Once its useful life as a race car was over, this 911 was turned into a spectacular show car. According to the seller it was shown at Wekfest in 2014 looking much the way it does now. The builders updated the bumper and headlights to later facelifted pieces before painting the whole thing in what appears to be Audi’s Nardo Grey, or a similar shade. The front bumper is recognizably a GT2-style piece, but it’s been modified to fit a narrow-body car. The big rear wing has been removed, but otherwise it looks ready to go straight to the track.

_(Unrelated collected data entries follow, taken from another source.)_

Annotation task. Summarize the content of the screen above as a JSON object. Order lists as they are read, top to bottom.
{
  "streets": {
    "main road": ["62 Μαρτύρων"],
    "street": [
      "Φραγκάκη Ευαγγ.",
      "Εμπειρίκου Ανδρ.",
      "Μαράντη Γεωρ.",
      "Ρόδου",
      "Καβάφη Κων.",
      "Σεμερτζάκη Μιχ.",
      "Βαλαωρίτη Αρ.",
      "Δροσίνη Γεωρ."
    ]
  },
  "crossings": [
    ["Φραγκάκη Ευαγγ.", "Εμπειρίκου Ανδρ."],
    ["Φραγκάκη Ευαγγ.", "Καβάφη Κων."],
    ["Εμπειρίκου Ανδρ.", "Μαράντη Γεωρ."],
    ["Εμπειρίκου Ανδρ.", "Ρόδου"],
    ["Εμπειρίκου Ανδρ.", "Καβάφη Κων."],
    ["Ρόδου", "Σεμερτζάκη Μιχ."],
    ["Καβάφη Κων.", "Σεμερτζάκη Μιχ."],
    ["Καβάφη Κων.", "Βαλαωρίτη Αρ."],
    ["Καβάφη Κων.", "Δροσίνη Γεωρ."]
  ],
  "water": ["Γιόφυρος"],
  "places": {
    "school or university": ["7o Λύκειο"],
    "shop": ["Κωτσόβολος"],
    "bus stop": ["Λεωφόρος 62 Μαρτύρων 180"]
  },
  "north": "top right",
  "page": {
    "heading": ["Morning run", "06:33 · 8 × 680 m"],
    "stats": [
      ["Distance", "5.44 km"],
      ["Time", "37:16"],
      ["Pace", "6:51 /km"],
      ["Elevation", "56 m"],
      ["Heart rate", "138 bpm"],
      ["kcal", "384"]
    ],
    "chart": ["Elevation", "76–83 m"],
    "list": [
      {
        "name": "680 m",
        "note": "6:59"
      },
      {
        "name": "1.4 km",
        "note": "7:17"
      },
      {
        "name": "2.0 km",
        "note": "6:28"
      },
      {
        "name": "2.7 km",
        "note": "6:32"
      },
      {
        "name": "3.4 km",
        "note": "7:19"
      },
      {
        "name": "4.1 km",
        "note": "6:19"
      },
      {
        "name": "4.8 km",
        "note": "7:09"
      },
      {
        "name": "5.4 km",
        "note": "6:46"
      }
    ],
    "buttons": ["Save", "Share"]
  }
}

The GT3 Cup was already a pretty potent machine from the factory, delivering 370 naturally-aspirated horsepower from a 3.6-liter Mezger engine. It’s got center-lock wheels, a stripped down interior, and not much else. This car has just 18,000 miles on it, and while many of them were probably done on race tracks, this is basically Porsche’s most reliable engine of all time, so you probably won’t have to rebuild it any time soon if you drive it like a normal person.
I am a self-avowed Porsche dork and nomenclature stickler, so when Porsche launched the 991-generation 911 R for 2016 I was deeply annoyed. The original 911 R was built as an FIA GT 2.0-class rally monster in 1968, essentially by stripping a base 911 down to its most pure lightweight basics and fitting it with the 210-horsepower 906 Carrera 6 powerplant. Only 24 examples were built, and they were all race-ready street-legal machines through and through. So when the 911 R redux came about eight years ago, I expected to see a street-legal race car, but what we got was a slightly lighter GT3 with no wing and a manual transmission. What?
No, this is exactly what the 911 R should have been. R stands for Rennsport, after all. Why shouldn’t it be based on a race car?
If this car is your cup of tea, it certainly is mine, you can buy it right now. The seller, an importer in Seattle, is offering it for just $62,500. That’s significantly cheaper than a regular 996 GT3, and this one is even faster and more raw. What could go wrong?